[[ SUPPLIED ENTRIES open ]]

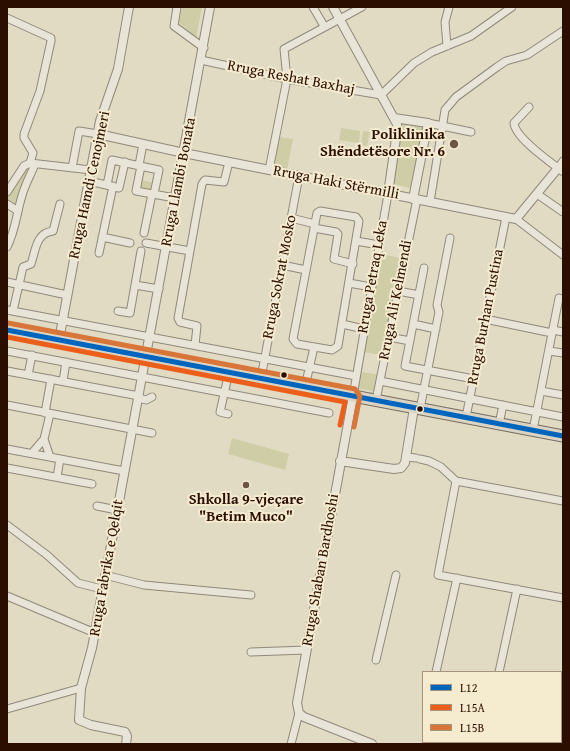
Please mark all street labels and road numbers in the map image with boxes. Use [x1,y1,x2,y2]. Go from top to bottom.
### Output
street label: Rruga Reshat Baxhaj [226,57,356,99]
street label: Rruga Hamdi Cenojmeri [66,109,114,261]
street label: Rruga Llambi Bonata [158,116,200,248]
street label: Rruga Haki Stërmilli [272,162,400,204]
street label: Rruga Sokrat Mosko [259,213,301,341]
street label: Rruga Petraq Leka [354,219,392,335]
street label: Rruga Ali Kelmendi [376,239,416,361]
street label: Rruga Burhan Pustina [464,248,508,386]
street label: Rruga Shaban Bardhoshi [299,492,343,648]
street label: Rruga Fabrika e Qelqit [86,498,128,638]

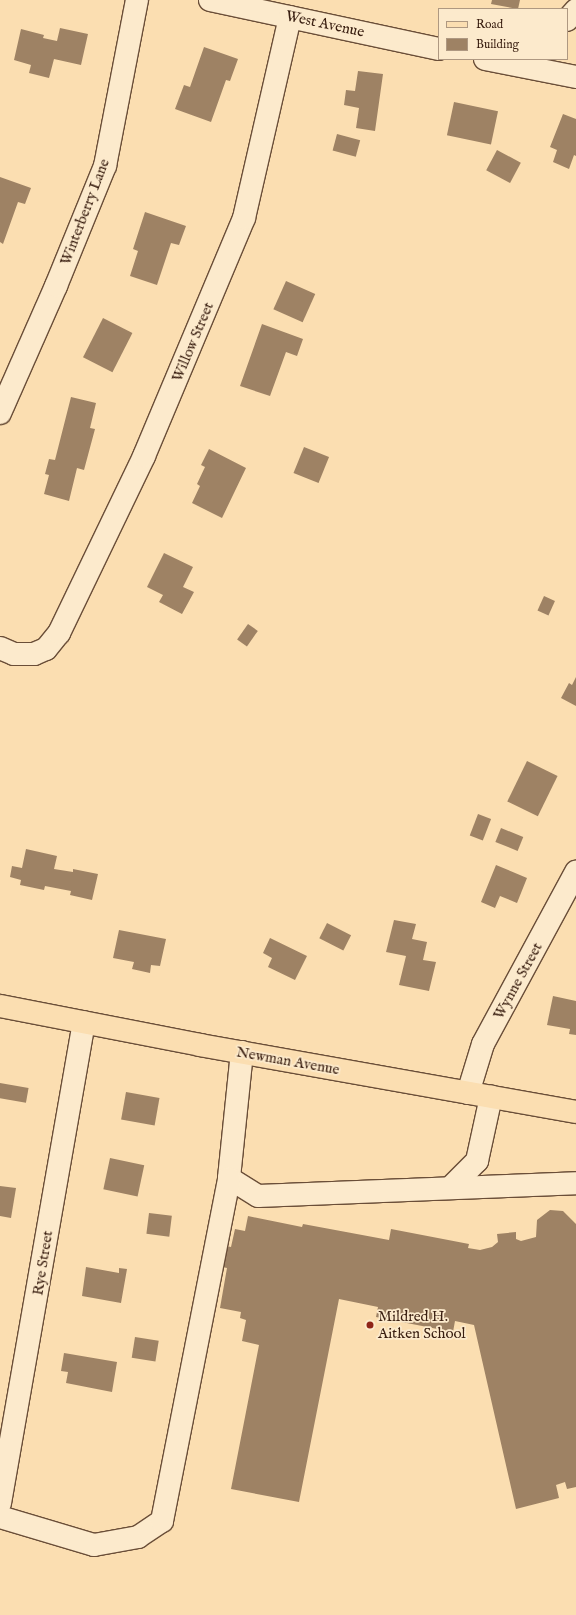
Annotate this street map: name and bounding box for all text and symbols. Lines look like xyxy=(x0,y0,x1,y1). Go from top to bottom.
street label: West Avenue xyxy=(284,7,366,41)
legend xyxy=(438,8,568,60)
text: Road xyxy=(476,17,503,32)
text: Building xyxy=(476,37,519,52)
street label: Winterberry Lane xyxy=(56,156,114,268)
street label: Willow Street xyxy=(168,299,218,385)
street label: Wynne Street xyxy=(490,940,546,1022)
street label: Newman Avenue xyxy=(235,1043,341,1079)
street label: Rye Street xyxy=(29,1229,57,1297)
place label: Mildred H. Aitken School xyxy=(378,1307,466,1342)
marker: Mildred H. Aitken School xyxy=(365,1320,375,1330)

[[ SUPPLIED ENTRIES closed ]]

_WHAT IS REQUIRED_
All of the entries need to be retyped word for word, pictures excluded.

_TASK OUTPUT_
Please mark all street labels and road numbers in the map image with boxes. Use [x1,y1,x2,y2]. Go from top to bottom.
### Output
street label: Rruga Reshat Baxhaj [226,57,356,99]
street label: Rruga Hamdi Cenojmeri [66,109,114,261]
street label: Rruga Llambi Bonata [158,116,200,248]
street label: Rruga Haki Stërmilli [272,162,400,204]
street label: Rruga Sokrat Mosko [259,213,301,341]
street label: Rruga Petraq Leka [354,219,392,335]
street label: Rruga Ali Kelmendi [376,239,416,361]
street label: Rruga Burhan Pustina [464,248,508,386]
street label: Rruga Shaban Bardhoshi [299,492,343,648]
street label: Rruga Fabrika e Qelqit [86,498,128,638]

Annotate this street map: name and bounding box for all text and symbols. Lines look like xyxy=(x0,y0,x1,y1). Go from top to bottom.
street label: West Avenue xyxy=(284,7,366,41)
legend xyxy=(438,8,568,60)
text: Road xyxy=(476,17,503,32)
text: Building xyxy=(476,37,519,52)
street label: Winterberry Lane xyxy=(56,156,114,268)
street label: Willow Street xyxy=(168,299,218,385)
street label: Wynne Street xyxy=(490,940,546,1022)
street label: Newman Avenue xyxy=(235,1043,341,1079)
street label: Rye Street xyxy=(29,1229,57,1297)
place label: Mildred H. Aitken School xyxy=(378,1307,466,1342)
marker: Mildred H. Aitken School xyxy=(365,1320,375,1330)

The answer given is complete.